On Mon, 1 Jun 2026 19:15:09 +0100
Konstantin Ananyev <[email protected]> wrote:
> C11 __rte_ring_headtail_move_head_mt() uses output
> parameter: 'uint32_t *old_head' directly within CAS operation.
> In x86_64 that cause gcc to generate extra instructions to
> store return value of CAS (eax) within 'old_head' memory location,
> even when CAS was not successful and another attempt should be
> performed. In some cases, even extra branch can be observed.
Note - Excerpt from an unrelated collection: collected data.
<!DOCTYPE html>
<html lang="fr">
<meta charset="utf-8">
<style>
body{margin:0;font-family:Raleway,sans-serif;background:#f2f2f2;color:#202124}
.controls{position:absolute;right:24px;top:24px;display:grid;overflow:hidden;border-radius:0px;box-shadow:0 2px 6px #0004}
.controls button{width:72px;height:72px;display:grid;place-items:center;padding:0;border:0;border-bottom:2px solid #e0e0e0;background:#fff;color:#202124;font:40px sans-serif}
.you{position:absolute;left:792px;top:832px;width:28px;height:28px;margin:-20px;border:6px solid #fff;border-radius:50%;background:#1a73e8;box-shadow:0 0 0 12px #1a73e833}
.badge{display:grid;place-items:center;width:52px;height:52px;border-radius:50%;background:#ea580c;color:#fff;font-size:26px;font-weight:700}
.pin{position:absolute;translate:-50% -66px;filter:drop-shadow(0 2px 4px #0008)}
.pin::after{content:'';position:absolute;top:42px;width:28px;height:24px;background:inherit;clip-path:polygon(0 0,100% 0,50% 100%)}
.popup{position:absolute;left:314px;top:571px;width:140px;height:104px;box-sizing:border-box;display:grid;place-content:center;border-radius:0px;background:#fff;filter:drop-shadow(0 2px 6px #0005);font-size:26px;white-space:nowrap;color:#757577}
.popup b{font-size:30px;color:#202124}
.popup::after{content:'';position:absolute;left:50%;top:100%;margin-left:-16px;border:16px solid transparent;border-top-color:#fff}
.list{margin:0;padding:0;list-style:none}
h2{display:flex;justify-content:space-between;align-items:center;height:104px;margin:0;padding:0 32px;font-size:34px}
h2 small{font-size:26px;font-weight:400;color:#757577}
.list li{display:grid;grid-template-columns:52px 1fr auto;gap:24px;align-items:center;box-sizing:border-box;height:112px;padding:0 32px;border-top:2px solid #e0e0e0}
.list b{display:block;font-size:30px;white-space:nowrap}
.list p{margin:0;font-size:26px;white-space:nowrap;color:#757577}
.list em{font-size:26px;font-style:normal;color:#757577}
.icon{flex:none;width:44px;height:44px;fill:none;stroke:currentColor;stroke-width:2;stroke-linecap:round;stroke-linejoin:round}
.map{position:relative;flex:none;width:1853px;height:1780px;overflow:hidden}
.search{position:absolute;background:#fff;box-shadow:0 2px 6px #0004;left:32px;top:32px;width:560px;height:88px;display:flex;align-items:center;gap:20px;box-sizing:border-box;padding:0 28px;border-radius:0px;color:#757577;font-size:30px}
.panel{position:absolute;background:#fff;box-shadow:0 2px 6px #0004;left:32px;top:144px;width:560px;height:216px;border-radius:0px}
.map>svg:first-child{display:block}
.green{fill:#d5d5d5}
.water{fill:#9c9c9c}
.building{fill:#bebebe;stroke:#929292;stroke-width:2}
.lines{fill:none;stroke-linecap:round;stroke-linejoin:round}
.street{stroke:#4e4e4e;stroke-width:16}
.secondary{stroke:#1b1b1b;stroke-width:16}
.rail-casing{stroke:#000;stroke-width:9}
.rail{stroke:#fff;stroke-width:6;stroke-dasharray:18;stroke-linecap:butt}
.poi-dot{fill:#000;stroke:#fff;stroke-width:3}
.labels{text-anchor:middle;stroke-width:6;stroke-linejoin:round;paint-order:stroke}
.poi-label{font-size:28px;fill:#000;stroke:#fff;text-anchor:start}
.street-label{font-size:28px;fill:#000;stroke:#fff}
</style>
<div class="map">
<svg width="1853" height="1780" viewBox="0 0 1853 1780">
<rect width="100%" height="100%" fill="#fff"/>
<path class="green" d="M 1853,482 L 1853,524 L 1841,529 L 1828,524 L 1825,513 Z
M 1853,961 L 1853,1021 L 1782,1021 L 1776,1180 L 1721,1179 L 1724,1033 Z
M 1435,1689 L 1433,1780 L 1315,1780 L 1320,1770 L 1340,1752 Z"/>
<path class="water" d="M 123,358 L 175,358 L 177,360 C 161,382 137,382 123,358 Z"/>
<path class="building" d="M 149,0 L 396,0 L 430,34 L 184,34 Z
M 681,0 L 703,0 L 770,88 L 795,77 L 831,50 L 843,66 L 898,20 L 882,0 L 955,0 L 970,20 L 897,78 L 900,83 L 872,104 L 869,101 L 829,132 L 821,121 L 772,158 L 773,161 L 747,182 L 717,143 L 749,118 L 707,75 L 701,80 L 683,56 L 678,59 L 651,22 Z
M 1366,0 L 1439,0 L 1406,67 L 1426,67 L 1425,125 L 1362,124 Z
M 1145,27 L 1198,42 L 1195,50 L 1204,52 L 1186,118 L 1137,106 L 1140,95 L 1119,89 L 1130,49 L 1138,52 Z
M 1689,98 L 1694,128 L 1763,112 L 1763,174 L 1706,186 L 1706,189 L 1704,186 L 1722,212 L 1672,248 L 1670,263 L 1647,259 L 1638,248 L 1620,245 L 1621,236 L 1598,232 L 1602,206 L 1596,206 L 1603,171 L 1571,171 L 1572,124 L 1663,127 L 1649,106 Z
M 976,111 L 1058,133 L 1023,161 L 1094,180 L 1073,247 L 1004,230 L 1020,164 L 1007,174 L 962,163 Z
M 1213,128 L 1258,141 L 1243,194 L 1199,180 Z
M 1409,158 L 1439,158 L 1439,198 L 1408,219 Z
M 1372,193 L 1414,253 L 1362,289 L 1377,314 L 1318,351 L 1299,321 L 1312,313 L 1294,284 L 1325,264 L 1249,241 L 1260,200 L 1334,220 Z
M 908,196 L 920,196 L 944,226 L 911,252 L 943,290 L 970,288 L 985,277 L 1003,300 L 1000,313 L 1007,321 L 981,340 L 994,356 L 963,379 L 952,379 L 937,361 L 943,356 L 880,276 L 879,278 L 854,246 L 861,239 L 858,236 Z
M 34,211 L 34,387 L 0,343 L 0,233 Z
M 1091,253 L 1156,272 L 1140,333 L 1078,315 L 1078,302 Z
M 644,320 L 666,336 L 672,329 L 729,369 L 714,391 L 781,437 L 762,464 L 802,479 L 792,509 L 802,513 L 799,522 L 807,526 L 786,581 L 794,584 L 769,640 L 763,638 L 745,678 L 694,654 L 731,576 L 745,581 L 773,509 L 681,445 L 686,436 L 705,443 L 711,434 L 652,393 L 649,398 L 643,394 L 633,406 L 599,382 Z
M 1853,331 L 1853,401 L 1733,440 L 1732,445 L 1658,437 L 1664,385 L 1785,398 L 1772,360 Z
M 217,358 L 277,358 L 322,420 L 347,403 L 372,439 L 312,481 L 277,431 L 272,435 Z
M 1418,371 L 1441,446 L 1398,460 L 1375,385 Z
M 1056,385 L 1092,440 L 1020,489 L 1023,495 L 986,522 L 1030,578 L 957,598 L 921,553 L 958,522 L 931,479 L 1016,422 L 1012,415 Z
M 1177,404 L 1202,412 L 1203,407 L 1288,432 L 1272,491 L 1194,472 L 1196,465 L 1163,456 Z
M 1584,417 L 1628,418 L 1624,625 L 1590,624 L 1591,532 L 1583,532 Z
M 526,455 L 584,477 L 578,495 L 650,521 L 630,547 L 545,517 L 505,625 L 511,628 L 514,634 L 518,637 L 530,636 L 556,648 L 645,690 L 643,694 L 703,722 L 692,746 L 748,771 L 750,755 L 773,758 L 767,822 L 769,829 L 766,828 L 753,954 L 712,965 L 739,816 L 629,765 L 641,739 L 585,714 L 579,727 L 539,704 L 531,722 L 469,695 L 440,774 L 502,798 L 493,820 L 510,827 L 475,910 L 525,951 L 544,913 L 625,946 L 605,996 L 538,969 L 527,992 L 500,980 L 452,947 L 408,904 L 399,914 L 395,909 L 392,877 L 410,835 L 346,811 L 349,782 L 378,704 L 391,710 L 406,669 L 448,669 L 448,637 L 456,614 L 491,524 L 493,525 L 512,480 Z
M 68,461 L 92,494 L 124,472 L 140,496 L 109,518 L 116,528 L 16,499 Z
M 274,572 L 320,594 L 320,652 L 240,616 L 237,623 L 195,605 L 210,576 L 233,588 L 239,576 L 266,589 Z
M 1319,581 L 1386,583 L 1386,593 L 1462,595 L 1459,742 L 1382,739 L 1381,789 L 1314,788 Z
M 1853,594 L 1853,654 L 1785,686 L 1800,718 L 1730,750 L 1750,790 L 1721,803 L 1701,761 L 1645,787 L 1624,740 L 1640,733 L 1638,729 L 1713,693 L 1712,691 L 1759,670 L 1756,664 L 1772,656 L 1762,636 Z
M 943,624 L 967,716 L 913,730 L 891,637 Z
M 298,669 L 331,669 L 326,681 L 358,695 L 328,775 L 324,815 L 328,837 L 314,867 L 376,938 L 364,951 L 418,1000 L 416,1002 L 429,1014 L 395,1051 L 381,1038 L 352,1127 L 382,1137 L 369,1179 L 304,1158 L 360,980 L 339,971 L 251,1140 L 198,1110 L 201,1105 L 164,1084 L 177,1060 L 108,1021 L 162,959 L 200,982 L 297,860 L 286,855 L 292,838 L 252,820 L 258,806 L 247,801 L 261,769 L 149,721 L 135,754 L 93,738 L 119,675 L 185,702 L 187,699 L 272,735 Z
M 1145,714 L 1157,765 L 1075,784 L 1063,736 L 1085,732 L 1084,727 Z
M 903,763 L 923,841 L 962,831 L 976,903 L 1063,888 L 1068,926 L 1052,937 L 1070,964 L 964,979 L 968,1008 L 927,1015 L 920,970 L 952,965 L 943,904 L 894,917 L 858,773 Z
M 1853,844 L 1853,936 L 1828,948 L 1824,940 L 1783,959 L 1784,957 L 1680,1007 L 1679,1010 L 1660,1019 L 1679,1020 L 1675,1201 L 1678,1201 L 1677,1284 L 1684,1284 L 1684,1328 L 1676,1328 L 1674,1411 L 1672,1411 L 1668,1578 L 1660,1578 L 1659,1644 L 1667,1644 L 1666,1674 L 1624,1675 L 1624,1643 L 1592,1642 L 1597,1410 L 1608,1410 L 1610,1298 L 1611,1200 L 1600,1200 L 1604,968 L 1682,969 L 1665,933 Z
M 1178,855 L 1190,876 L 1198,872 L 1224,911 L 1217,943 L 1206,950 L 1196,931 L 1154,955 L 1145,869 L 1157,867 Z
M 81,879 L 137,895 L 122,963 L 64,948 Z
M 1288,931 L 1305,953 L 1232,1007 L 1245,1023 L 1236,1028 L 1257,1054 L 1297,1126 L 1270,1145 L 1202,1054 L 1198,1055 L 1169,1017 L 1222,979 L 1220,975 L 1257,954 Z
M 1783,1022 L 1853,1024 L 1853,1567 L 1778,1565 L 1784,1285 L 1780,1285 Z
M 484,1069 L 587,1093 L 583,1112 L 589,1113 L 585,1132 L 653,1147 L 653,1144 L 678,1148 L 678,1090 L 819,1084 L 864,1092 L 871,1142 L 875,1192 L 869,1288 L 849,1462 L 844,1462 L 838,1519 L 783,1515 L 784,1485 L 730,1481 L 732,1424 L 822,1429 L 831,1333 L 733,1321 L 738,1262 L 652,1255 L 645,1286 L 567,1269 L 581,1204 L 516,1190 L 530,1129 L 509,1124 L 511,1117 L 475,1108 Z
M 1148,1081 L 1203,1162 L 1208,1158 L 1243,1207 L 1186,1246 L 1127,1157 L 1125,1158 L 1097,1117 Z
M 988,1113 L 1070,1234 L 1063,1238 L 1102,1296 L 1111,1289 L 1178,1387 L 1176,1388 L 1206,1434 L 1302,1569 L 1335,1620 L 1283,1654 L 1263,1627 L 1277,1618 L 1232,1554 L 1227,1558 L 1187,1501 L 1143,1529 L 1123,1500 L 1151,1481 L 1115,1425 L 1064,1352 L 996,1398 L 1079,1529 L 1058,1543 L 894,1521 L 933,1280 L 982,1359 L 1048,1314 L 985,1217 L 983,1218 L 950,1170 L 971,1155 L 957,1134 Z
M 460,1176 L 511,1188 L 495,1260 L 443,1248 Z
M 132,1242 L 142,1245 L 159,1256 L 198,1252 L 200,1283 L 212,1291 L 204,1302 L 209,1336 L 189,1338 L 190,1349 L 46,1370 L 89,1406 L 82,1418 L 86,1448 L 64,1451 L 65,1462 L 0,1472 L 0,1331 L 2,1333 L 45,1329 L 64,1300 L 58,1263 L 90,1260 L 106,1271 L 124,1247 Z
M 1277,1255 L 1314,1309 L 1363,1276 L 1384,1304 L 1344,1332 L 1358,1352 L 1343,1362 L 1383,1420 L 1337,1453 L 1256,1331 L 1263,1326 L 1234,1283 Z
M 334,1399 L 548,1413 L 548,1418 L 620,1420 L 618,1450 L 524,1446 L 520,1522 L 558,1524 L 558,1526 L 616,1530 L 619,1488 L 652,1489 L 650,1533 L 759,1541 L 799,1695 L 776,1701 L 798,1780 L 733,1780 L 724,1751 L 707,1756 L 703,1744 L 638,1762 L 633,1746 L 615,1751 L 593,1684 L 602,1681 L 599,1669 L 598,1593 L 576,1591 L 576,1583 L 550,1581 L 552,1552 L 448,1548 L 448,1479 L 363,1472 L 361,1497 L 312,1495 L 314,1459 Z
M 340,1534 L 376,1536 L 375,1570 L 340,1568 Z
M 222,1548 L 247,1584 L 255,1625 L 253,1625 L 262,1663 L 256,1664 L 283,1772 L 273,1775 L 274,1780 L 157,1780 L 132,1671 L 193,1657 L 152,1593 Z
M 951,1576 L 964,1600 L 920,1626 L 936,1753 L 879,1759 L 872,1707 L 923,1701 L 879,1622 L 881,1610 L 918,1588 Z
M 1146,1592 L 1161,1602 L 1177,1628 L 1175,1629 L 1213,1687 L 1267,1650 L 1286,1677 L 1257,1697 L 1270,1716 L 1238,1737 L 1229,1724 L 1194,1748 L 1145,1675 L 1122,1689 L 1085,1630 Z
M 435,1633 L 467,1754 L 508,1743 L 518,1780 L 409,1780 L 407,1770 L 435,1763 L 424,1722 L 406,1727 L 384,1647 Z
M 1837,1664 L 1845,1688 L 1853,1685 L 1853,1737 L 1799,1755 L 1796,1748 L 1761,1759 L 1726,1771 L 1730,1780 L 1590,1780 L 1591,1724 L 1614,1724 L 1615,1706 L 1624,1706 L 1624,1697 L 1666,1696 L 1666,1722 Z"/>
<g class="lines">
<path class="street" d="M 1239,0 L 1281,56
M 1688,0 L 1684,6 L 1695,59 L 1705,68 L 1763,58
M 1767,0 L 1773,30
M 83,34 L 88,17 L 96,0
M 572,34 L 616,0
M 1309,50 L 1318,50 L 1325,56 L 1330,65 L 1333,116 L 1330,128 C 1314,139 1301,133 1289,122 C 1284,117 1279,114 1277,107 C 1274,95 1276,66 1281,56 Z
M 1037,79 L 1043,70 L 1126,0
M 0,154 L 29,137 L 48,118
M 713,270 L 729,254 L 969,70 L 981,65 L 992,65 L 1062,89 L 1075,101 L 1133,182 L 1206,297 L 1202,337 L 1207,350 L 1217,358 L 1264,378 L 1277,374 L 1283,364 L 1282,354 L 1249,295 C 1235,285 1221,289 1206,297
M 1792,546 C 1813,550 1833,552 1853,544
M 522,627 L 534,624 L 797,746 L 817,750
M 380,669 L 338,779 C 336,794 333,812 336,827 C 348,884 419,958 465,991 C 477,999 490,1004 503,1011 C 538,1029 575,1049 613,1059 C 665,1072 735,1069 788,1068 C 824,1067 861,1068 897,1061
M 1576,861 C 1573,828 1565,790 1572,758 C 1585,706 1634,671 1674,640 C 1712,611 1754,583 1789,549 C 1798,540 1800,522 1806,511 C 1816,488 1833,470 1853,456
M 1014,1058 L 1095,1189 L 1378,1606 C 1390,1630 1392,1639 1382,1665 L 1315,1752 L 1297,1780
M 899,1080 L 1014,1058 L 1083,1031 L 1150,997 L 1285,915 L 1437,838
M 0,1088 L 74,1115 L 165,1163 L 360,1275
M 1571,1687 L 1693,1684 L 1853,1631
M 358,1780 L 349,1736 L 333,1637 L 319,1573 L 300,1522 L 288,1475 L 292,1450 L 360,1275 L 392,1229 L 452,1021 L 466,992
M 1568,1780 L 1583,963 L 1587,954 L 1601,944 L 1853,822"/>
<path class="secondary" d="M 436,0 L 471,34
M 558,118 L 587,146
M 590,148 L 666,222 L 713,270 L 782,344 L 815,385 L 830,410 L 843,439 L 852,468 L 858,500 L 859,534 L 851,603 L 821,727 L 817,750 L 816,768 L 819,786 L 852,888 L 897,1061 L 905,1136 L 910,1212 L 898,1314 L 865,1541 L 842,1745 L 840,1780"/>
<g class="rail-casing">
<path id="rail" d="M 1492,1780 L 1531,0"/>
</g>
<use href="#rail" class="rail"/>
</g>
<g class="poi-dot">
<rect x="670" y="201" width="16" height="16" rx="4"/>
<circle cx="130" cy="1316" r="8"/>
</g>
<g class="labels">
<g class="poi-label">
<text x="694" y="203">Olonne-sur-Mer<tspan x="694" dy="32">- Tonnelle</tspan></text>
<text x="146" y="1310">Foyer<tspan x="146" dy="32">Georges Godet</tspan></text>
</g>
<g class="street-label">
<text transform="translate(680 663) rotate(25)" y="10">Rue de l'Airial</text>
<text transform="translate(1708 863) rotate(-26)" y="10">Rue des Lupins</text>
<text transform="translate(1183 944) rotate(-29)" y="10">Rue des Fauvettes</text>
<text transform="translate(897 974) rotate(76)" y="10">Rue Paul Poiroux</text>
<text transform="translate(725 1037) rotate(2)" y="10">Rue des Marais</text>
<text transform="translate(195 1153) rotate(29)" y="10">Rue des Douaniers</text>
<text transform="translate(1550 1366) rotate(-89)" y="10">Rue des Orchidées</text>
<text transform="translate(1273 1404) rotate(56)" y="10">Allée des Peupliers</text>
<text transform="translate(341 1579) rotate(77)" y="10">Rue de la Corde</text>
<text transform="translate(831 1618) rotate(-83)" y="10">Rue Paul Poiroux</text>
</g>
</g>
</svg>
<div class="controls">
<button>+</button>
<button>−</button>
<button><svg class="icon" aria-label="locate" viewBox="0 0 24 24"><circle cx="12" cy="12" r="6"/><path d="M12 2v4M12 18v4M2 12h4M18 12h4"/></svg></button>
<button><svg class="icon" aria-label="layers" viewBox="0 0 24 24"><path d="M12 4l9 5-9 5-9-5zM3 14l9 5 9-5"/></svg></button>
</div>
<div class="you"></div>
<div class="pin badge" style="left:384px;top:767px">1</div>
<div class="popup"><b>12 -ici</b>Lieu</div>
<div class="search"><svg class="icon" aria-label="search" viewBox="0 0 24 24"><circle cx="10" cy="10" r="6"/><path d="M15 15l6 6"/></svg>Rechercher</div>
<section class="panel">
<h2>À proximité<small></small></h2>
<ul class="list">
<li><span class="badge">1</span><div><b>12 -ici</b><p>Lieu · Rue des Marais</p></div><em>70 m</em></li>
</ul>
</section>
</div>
> To be more specific the code like that is generated:
> // start of 'do { } while();' loop
> .L2
> ...
> lock cmpxchgl %r8d, (%rdi)
> jne .L17 //
> .L1: // <---- successful completion of CAS, finish
> movl %edx, %eax
> ret
> .L17: // <---- unsuccessful completion of CAS, repeat
> movl %eax, (%r9)
> jmp .L2
>
> In constrast, x86 specific version that uses
> __sync_bool_compare_and_swap() doesn't exibit such problem,
> as __sync_bool_compare_and_swap() doesn't update the 'old_head'
> with new value, and we have to re-read it explicitly on each iteration.
>
> Overcome that problem by using local variable 'head' inside the loop,
> and updaing '*old_head' value only at exit.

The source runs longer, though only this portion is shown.